Yep. I wrote about it in the 1/28/13 blog post on my website.
Here is the pertinent part:
Teaching at Arrowmont in TN.
At any rate, I was helping a student I’ll call Mylvia. (That’s not
her real name; I changed one letter to protect her identity.) Mylvia
had a lot of energy and some great stories sifted from her career as
a registered nurse.
I was helping her solder a tricky bit on the large-personlitied
brooch she was building, explaining how and why I was heating things,
watching the hottest part of the flame and not paying particularly
close attention to where the tail of the flame was going. After
completing the difficult soldering job, I smugly awaited the
breathless praise for my amazing soldering prowess, resting the side
of my hand on the soldering pan which had of course been thouroughly
heated by the tail of the flame. Mylvia, no doubt alerted by my
schoolgirl shriek, instinctively grabbed my singed hand.
I’ve burned myself enough times to know that this would be bad–not
emergency room bad, but giant-fetal-twin-blister bad. Bad enough
that I wouldn’t get much sleep and showers would really suck.

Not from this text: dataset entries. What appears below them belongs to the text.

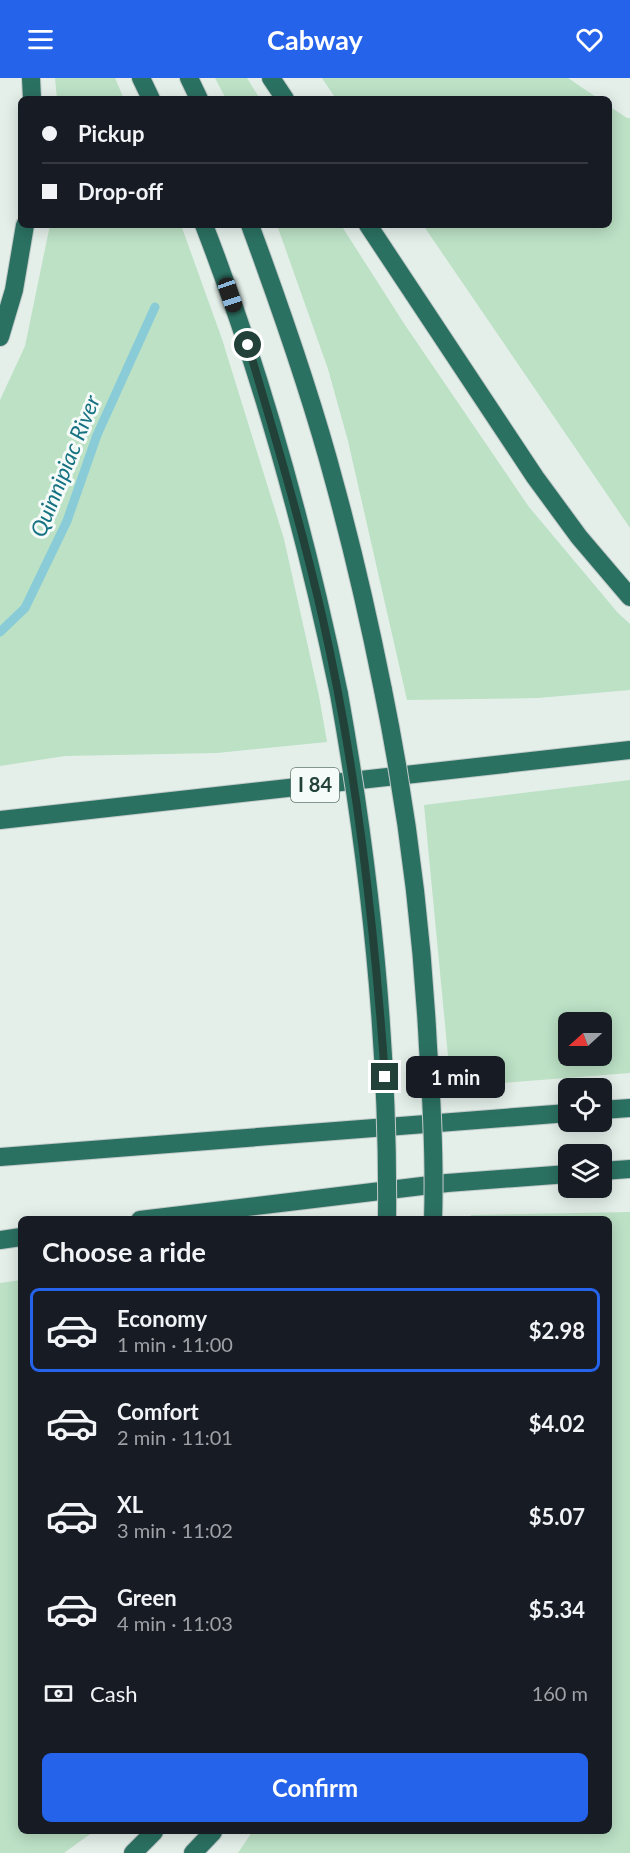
<!DOCTYPE html>
<meta charset="utf-8">
<style>
body{margin:0;font-family:Lato,sans-serif;background:#242831;color:#f1f3f6;height:100vh;display:flex;flex-direction:column;font-size:22px;white-space:nowrap}
*{box-sizing:border-box;margin:0}
p{font-size:20px;color:#9ea1a6}
.icon{flex:none;width:33px;height:33px;fill:none;stroke:currentColor;stroke-width:2;stroke-linecap:round;stroke-linejoin:round}
.map{position:relative;flex:1;overflow:hidden}
.drawer{position:absolute;left:18px;top:1138px;width:594px;height:618px;display:flex;flex-direction:column;background:#171b24;border-radius:9px;box-shadow:0 3px 15px #0003}
.drawer>*{flex:none}
.top-card{position:absolute;left:18px;top:18px;width:594px;height:132px;border-radius:9px;box-shadow:0 3px 15px #0003;display:grid;align-content:center;height:132px;padding:0 24px;background:#171b24}
.needle{width:39px;rotate:249deg}
.tools{position:absolute;left:558px;top:934px;display:grid;gap:12px}
.tools a{display:grid;place-items:center;width:54px;height:54px;border-radius:9px;background:#171b24;box-shadow:0 3px 15px #0003;font-size:30px}
.end{position:absolute;width:27px;height:27px;margin:-14px;border:8px solid #224239;background:#fff;box-shadow:0 0 0 3px #fff}
.from{border-radius:50%}
.bubble{position:absolute;height:42px;border-radius:9px;background:#171b24;box-shadow:0 3px 15px #0003;font-size:20px;font-weight:700;line-height:42px;text-align:center}
.car{position:absolute;width:18px;height:36px;margin:-18px -9px;border-radius:8px;box-shadow:0 0 4px 2px #0007;background:linear-gradient(#222 24%,#8ab4d8 0 40%,#222 0 76%,#8ab4d8 0 86%,#222 0)}
.top-card b{display:flex;align-items:center;gap:21px;height:57px;font-size:22px}
.top-card b+b{border-top:2px solid #363941}
.top-card i{width:15px;height:15px;background:#f1f3f6}
ul{padding:0;list-style:none}
li{display:flex;align-items:center;gap:18px;height:84px;margin:0 12px 9px;padding:0 12px;border:3px solid transparent;border-radius:9px}
li div{flex:1}
li b{display:block;font-size:22px}
li em{font-style:normal;font-weight:700}
li.on{border-color:#2563eb}
li>.icon{width:54px;height:54px;stroke-width:1.5}
h2{padding:0 24px;font-size:27px;line-height:72px}
.pay{display:flex;align-items:center;gap:15px;height:66px;padding:0 24px;font-size:22px}
.pay p{margin-inline-start:auto}
.cta{display:flex;gap:12px;margin-top:auto;padding:12px 24px}
.cta a{flex:1;height:69px;border-radius:9px;background:#2563eb;color:#fff;font-size:24px;font-weight:700;line-height:69px;text-align:center}
header{display:flex;justify-content:space-between;align-items:center;height:78px;padding:0 24px;background:#2563eb;color:#fff;font-size:27px;font-weight:700}
.map>svg:first-child{display:block}
.green{fill:#bce1c5;fill-rule:evenodd}
.lines{fill:none;stroke-linecap:round;stroke-linejoin:round}
.stream{stroke:#89ccd7;stroke-width:9}
.motorway-casing{stroke:#c1cac8;stroke-width:20}
.motorway{stroke:#2b7162;stroke-width:18}
.motorway-bridge-casing{stroke:#c1cac8;stroke-width:20;stroke-linecap:butt}
.motorway-bridge{stroke:#2b7162;stroke-width:18}
.route{stroke:#224239;stroke-width:8}
.labels{text-anchor:middle;stroke-width:6;stroke-linejoin:round;paint-order:stroke}
.shield{fill:#f5fbf8;stroke:#617a72;stroke-width:1.5}
.shield-label{font-size:20px;font-weight:bold;fill:#224239}
.water-label{font-size:22px;font-style:italic;fill:#167283;stroke:#f5fbf8}
</style>
<header><svg class="icon" aria-label="menu" viewBox="0 0 24 24"><path d="M4 6h16M4 12h16M4 18h16"/></svg>Cabway<svg class="icon" aria-label="heart" viewBox="0 0 24 24"><path d="M12 20l-8-8c-3-5 5-10 8-4 3-6 11-1 8 4z"/></svg></header>
<div class="map">
<svg width="630" height="1775" viewBox="0 0 630 1775">
<rect width="100%" height="100%" fill="#e4efea"/>
<!-- green -->
<g class="green">
<polygon points="55,0 115,0 124,21 57,21"/>
<polygon points="215,0 247,0 260,21 226,21"/>
<polygon points="322,0 568,0 599,21 336,21"/>
<polygon points="609,28 627,40 630,40 630,450 423,147 609,147"/>
<polygon points="50,147 181,147 222,261 284,461 319,618 327,664 217,675 65,678 0,688 0,322 25,268"/>
<polygon points="277,147 341,147 405,247 529,429 618,535 630,546 630,612 538,620 407,622 348,363 328,291"/>
<path d="M630,702V995L451,1009L424,727ZM568,945H602V978H568Z"/>
<polygon points="630,1134 630,1775 238,1775 252,1754 609,1754 609,1142 469,1141 471,1137"/>
<polygon points="21,1202 21,1754 93,1754 64,1775 0,1775 0,1205"/>
</g>
<g class="lines">
<!-- stream -->
<polyline class="stream" points="0,554 25,530 67,443 97,357 155,229"/>
<!-- motorway casing -->
<g class="motorway-casing">
<g id="motorway">
<polyline points="31,0 32,21"/>
<polyline points="141,0 151,21"/>
<polyline points="189,0 199,21"/>
<polyline points="271,0 285,21"/>
<path d="M204,147C263,299 306,457 339,616"/>
<path d="M250,147C281,231 311,316 334,403C353,472 369,542 383,612"/>
<polyline points="368,147 535,399 579,459 630,519"/>
<polyline points="0,259 14,212 25,147"/>
<polyline points="0,742 630,672"/>
<polyline points="602,1032 630,1030"/>
<polyline points="0,1079 568,1035"/>
<polyline points="602,1093 630,1091"/>
<polyline points="140,1142 447,1105 568,1096"/>
<polyline points="0,1162 21,1159"/>
<polyline points="133,1775 154,1754"/>
<polyline points="193,1775 213,1754"/>
</g>
</g>
<!-- motorway -->
<use href="#motorway" class="motorway"/>
<!-- motorway-bridge casing -->
<g class="motorway-bridge-casing">
<g id="motorway-bridge">
<path d="M383,612C407,730 422,849 428,969C432,1026 435,1084 433,1142"/>
<path d="M339,616C370,789 389,965 387,1142"/>
</g>
</g>
<!-- motorway-bridge -->
<use href="#motorway-bridge" class="motorway-bridge"/>
</g>
<g class="lines">
<!-- route -->
<path class="route" d="M248,267C275,358 302,449 323,542C357,693 374,846 385,999"/>
</g>
<g class="labels">
<!-- shield labels -->
<rect class="shield" x="291" y="690" width="48" height="34" rx="4.5"/>
<g class="shield-label">
<text x="315" y="714">I 84</text>
</g>
<!-- water labels -->
<g class="water-label">
<text transform="translate(65 388) rotate(-68)" y="8">Quinnipiac River</text>
</g>
</g>
</svg>
<div class="tools">
<a><svg class="needle" viewBox="-14 -14 28 28"><path d="M0-13l5 13h-10z" fill="#e53935"/><path d="M0 13l5-13h-10z" fill="#9ea1a6"/></svg></a>
<a><svg class="icon" aria-label="locate" viewBox="0 0 24 24"><circle cx="12" cy="12" r="6"/><path d="M12 2v4M12 18v4M2 12h4M18 12h4"/></svg></a>
<a><svg class="icon" aria-label="layers" viewBox="0 0 24 24"><path d="M12 4l9 5-9 5-9-5zM3 14l9 5 9-5"/></svg></a>
</div>
<i class="end from" style="left:248px;top:267px"></i>
<i class="end" style="left:385px;top:999px"></i>
<div class="bubble" style="left:406px;top:978px;width:99px">1 min</div>
<i class="car" style="left:230px;top:217px;rotate:161deg"></i>
<div class="top-card">
<b><i class="from"></i>Pickup</b>
<b><i></i>Drop-off</b>
</div>
<section class="drawer">
<h2>Choose a ride</h2>
<ul>
<li class="on"><svg class="icon" aria-label="car" viewBox="0 0 24 24"><path d="M5 17H2v-5l4-1 3-4h7l3 4 3 1v5h-3M9 17h6M6 11h13"/><circle cx="7" cy="17" r="2"/><circle cx="17" cy="17" r="2"/></svg><div><b>Economy</b><p>1 min · 11:00</p></div><em>$2.98</em></li>
<li><svg class="icon" aria-label="car" viewBox="0 0 24 24"><path d="M5 17H2v-5l4-1 3-4h7l3 4 3 1v5h-3M9 17h6M6 11h13"/><circle cx="7" cy="17" r="2"/><circle cx="17" cy="17" r="2"/></svg><div><b>Comfort</b><p>2 min · 11:01</p></div><em>$4.02</em></li>
<li><svg class="icon" aria-label="car" viewBox="0 0 24 24"><path d="M5 17H2v-5l4-1 3-4h7l3 4 3 1v5h-3M9 17h6M6 11h13"/><circle cx="7" cy="17" r="2"/><circle cx="17" cy="17" r="2"/></svg><div><b>XL</b><p>3 min · 11:02</p></div><em>$5.07</em></li>
<li><svg class="icon" aria-label="car" viewBox="0 0 24 24"><path d="M5 17H2v-5l4-1 3-4h7l3 4 3 1v5h-3M9 17h6M6 11h13"/><circle cx="7" cy="17" r="2"/><circle cx="17" cy="17" r="2"/></svg><div><b>Green</b><p>4 min · 11:03</p></div><em>$5.34</em></li>
</ul>
<div class="pay"><svg class="icon" aria-label="cash" viewBox="0 0 24 24"><path d="M3 7h18v10H3z"/><circle cx="12" cy="12" r="2"/></svg>Cash<p>160 m</p></div>
<div class="cta"><a>Confirm</a></div>
</section>
</div>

Now, I am a sucker for a Southern accent, especially when it pours
from the lips of a Southern woman and Mylvia had me transfixed when
she looked me in the eye, gently held my cooked hand and said:
“Professor Sugar, do you trust me?”
“I suppose so.”
“Okay then, I’m going to fix you. Now this trick was taught to me by
a glass artist.”
With that she unscrewed the top of a bottle of clear nail polish
that she had magically scooped from her purse.
“Now you can only use clear, plain nail polish”, she said as she
began to apply it to my burn. “Here’s what I’m gonna do: I’ll apply
three coats, letting each dry before I put on the next. Then you’ll
be good to go.”
I just stood there, feeling her healing breath play across the nail
polish as she dried each coat. After the third and final coat she
screwed the bottle closed and told me that was about it. I could just
go about my day, wash up, work–whatever-- and just let the nail
polish scab slowly flake off over the course of several days at which
point I would be fine. I smiled and nodded, trying to figure out how
to best explain to the attending ER doctor why my burn was covered
with cheap, clear nail polish. Because I was certain that I would be
headed to the ER in the next few hours, despite my original
assessment. Except that it wasn’t hurting really at all. Maybe a
little sting. But the gargantuan blister that I knew was coming just
wasn’t- ditto the throb of heart pain I so sure would be my
companion for a week. I was a believer!